(Beginning of Dataset)

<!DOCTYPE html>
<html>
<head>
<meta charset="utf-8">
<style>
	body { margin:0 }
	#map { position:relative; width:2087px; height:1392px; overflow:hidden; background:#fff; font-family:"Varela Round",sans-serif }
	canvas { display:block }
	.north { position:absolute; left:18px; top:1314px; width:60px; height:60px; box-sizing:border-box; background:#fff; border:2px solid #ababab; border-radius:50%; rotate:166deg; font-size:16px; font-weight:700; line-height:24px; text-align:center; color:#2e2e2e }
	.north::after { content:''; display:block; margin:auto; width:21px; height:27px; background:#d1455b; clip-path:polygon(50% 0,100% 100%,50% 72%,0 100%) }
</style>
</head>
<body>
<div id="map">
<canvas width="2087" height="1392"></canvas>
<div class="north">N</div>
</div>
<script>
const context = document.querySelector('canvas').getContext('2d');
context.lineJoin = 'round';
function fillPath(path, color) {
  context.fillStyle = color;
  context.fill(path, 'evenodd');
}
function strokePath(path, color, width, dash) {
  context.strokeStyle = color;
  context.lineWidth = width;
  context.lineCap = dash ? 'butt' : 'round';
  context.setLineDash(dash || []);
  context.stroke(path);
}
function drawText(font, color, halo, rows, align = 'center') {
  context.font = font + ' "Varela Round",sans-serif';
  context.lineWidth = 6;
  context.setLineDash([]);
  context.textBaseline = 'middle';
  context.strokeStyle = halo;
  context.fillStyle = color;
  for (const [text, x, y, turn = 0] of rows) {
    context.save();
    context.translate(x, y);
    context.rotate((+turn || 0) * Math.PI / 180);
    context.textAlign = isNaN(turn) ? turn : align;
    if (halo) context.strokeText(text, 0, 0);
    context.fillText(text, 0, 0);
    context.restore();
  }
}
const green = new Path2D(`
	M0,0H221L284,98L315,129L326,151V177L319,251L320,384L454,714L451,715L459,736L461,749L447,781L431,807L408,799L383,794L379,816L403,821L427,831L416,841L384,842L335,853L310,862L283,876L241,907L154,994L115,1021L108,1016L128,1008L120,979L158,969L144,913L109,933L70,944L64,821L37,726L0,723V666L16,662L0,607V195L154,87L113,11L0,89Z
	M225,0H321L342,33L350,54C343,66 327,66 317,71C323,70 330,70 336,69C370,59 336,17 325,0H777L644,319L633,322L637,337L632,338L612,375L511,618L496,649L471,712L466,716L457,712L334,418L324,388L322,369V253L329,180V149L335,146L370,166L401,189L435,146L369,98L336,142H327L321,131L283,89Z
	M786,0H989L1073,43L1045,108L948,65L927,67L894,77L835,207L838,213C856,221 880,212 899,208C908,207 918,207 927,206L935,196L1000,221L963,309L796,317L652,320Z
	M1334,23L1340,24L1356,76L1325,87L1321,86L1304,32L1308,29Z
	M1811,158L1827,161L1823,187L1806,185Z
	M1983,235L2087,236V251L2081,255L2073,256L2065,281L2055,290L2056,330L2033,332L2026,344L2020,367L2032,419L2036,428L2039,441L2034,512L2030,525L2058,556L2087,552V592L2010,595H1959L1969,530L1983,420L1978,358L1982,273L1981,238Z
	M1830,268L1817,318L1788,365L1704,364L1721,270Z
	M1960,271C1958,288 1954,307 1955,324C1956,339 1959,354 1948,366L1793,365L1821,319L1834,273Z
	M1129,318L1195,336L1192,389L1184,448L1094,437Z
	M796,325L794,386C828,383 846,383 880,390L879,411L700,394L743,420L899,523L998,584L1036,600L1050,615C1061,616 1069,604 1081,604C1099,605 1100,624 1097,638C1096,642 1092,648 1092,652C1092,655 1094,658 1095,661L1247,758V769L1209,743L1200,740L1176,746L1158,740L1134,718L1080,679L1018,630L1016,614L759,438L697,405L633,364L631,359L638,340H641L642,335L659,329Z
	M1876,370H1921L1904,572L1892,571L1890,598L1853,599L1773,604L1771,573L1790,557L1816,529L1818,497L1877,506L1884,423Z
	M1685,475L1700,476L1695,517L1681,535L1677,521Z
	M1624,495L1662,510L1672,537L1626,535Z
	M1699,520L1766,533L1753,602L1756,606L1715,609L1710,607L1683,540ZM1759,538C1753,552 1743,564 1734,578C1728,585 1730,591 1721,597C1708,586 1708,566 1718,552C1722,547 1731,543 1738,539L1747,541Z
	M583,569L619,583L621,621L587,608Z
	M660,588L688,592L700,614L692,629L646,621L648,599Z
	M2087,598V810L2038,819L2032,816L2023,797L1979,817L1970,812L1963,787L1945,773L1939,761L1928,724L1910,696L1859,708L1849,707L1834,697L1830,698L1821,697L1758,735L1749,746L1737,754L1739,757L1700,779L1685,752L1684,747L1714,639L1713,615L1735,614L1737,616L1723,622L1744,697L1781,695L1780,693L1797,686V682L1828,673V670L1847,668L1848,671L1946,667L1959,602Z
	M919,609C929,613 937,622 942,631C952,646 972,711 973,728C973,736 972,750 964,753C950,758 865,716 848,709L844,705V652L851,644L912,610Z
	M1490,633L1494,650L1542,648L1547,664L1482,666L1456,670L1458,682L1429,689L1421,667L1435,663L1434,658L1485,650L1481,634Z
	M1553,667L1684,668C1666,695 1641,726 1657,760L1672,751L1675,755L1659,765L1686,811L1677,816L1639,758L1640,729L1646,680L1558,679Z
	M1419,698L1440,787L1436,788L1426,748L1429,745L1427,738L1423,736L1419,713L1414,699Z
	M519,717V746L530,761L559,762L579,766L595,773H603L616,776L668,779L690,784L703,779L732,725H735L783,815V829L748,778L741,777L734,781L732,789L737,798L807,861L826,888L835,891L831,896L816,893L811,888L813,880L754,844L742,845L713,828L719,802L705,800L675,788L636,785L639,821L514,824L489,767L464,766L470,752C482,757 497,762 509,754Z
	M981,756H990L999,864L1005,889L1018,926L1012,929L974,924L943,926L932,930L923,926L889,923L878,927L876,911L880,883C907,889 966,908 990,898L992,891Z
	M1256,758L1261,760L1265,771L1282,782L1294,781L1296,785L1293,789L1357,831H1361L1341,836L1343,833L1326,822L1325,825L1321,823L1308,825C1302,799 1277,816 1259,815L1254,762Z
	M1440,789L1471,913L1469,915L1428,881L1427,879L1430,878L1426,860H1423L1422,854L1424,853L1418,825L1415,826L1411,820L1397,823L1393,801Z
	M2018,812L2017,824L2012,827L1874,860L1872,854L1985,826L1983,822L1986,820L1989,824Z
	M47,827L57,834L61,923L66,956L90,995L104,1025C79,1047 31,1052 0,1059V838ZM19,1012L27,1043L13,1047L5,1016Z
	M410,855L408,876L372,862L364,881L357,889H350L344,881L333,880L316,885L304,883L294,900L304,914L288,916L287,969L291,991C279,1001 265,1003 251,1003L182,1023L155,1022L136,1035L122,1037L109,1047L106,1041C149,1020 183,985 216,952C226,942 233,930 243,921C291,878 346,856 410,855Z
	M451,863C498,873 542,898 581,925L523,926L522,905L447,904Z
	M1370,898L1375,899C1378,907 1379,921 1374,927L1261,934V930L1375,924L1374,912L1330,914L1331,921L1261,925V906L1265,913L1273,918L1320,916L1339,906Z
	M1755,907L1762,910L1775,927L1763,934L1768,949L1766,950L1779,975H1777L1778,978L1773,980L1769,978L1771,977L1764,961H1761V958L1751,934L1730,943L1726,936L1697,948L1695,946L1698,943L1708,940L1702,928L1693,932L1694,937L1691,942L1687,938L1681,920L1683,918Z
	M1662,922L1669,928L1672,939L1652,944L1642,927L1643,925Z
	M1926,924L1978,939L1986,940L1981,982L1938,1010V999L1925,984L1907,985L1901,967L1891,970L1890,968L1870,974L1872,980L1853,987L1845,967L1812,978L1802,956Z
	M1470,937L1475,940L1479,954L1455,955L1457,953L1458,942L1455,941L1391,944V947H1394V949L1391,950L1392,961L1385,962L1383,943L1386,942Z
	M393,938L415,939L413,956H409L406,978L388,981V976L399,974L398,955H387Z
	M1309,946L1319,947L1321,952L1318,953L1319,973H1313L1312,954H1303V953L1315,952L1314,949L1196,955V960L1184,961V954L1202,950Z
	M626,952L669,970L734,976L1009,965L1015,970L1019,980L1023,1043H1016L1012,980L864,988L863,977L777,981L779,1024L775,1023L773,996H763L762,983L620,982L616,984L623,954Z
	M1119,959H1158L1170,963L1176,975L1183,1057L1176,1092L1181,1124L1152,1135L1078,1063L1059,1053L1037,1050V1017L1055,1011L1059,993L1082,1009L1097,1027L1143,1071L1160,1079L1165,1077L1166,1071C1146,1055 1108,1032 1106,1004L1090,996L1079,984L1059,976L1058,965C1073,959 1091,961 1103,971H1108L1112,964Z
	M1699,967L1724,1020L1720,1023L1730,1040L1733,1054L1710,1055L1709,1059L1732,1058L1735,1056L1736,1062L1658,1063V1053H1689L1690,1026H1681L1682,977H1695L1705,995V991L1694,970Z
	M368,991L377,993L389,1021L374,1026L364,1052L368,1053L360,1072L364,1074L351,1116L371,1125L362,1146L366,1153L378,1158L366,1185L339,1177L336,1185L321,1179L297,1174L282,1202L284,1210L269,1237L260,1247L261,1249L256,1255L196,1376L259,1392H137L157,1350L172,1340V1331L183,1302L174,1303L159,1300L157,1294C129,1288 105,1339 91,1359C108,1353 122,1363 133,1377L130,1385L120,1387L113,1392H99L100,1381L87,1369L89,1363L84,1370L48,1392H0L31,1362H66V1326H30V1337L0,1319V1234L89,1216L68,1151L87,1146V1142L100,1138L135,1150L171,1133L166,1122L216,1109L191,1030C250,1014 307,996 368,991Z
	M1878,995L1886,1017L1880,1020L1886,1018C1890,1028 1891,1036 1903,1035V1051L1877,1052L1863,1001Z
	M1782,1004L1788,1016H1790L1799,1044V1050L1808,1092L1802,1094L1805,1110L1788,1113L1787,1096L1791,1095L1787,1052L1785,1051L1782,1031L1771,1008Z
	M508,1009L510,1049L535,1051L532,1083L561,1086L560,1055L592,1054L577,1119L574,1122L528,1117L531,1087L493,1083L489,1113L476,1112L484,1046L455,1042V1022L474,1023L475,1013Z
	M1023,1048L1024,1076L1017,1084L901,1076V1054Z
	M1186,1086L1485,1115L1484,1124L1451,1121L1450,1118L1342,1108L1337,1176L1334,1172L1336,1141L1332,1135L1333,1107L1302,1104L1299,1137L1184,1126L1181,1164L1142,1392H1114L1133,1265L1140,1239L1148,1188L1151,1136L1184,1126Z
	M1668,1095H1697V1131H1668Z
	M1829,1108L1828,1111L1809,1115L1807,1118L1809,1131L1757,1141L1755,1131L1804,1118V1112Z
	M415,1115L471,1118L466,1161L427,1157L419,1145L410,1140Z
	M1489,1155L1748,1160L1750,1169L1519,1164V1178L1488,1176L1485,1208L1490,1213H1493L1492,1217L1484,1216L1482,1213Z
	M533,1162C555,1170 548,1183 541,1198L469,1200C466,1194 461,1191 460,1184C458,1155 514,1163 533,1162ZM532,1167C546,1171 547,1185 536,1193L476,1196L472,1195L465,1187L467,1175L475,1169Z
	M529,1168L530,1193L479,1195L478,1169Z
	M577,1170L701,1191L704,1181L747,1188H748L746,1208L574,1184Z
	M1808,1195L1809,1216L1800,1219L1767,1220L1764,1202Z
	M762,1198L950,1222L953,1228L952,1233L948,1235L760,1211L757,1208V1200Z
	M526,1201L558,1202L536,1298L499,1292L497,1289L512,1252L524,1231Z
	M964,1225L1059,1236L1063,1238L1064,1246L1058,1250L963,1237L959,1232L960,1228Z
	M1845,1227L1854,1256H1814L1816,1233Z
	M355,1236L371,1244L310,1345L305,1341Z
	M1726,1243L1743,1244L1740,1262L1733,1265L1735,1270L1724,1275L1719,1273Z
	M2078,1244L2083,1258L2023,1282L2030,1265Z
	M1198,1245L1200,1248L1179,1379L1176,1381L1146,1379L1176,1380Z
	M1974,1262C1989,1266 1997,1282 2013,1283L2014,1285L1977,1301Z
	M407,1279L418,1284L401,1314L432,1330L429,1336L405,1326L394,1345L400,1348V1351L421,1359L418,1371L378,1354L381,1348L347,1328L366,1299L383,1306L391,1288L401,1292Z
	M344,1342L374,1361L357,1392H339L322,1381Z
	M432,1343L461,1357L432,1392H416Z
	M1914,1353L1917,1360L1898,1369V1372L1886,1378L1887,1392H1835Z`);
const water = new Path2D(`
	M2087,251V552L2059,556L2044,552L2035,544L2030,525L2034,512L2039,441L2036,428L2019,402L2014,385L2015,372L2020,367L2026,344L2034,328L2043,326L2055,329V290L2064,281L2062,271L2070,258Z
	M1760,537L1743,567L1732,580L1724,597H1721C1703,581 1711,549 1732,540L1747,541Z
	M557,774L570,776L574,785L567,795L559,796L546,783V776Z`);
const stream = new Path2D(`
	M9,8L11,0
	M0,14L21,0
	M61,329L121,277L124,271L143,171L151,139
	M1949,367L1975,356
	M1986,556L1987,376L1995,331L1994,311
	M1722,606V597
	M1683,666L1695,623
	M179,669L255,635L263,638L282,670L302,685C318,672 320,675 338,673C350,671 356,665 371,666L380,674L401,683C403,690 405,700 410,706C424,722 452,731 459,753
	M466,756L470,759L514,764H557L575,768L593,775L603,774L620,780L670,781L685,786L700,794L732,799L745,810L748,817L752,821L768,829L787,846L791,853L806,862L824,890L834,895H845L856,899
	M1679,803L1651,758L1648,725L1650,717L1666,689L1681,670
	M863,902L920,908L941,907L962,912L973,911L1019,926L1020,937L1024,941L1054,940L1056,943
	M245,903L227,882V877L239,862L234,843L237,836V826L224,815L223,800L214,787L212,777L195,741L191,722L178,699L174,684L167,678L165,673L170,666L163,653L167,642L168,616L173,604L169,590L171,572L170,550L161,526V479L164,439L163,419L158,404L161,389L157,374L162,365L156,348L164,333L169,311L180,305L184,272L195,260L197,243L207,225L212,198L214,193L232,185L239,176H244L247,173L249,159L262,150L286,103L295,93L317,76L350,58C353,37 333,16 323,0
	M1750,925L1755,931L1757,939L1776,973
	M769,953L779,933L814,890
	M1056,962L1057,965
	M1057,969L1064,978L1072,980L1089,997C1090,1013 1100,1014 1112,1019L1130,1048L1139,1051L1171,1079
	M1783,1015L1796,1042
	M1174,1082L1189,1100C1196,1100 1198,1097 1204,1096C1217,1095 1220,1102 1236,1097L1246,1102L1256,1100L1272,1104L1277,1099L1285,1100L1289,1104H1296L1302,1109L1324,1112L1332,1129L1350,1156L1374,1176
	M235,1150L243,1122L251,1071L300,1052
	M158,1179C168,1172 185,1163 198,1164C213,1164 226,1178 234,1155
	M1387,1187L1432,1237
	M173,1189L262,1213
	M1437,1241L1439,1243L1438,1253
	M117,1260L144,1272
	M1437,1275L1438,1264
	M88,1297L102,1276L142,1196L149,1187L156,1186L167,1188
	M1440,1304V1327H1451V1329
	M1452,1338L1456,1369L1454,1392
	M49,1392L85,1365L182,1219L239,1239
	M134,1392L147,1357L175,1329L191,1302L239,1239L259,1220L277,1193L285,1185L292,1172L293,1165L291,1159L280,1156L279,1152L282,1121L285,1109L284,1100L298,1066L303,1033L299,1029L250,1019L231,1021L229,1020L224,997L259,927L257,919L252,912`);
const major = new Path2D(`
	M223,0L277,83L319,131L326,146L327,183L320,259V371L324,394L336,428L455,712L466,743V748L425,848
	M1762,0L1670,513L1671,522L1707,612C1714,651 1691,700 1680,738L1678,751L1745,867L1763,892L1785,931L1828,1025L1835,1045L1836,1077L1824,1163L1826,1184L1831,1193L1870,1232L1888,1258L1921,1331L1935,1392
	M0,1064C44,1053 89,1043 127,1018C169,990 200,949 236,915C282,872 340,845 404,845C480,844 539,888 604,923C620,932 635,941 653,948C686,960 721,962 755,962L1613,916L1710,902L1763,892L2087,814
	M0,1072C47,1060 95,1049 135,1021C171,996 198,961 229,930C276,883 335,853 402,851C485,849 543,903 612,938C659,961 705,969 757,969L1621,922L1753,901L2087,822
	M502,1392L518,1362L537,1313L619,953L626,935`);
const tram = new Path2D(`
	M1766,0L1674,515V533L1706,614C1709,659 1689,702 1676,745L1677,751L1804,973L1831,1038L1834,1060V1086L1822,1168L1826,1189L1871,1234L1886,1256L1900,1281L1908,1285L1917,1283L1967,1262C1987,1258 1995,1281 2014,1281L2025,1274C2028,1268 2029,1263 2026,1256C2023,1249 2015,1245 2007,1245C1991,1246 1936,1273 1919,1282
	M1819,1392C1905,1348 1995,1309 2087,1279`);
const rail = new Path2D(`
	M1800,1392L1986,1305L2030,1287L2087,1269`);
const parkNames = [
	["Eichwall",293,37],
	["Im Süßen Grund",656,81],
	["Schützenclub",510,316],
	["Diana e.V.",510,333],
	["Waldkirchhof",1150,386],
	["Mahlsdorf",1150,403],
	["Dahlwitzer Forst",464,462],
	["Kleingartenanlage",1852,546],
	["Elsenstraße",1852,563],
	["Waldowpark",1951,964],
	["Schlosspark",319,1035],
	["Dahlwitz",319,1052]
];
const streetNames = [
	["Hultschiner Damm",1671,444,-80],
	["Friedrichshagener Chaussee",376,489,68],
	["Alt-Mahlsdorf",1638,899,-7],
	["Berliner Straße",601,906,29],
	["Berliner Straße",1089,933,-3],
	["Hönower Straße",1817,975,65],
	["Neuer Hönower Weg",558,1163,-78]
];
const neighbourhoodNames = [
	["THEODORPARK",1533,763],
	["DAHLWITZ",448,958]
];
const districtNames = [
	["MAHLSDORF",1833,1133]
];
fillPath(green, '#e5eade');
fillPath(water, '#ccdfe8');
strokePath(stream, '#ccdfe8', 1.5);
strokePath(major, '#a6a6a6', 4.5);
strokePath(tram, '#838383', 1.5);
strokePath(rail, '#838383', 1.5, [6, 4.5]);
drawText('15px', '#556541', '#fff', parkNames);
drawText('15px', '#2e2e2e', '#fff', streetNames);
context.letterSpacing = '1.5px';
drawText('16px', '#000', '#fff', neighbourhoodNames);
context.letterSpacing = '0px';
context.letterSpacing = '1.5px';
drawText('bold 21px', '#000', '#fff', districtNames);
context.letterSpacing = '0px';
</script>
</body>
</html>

(End of Dataset)

● About this task
Which of the lines above carry the string "center"? Copy every one.

● Task output
	.north { position:absolute; left:18px; top:1314px; width:60px; height:60px; box-sizing:border-box; background:#fff; border:2px solid #ababab; border-radius:50%; rotate:166deg; font-size:16px; font-weight:700; line-height:24px; text-align:center; color:#2e2e2e }
function drawText(font, color, halo, rows, align = 'center') {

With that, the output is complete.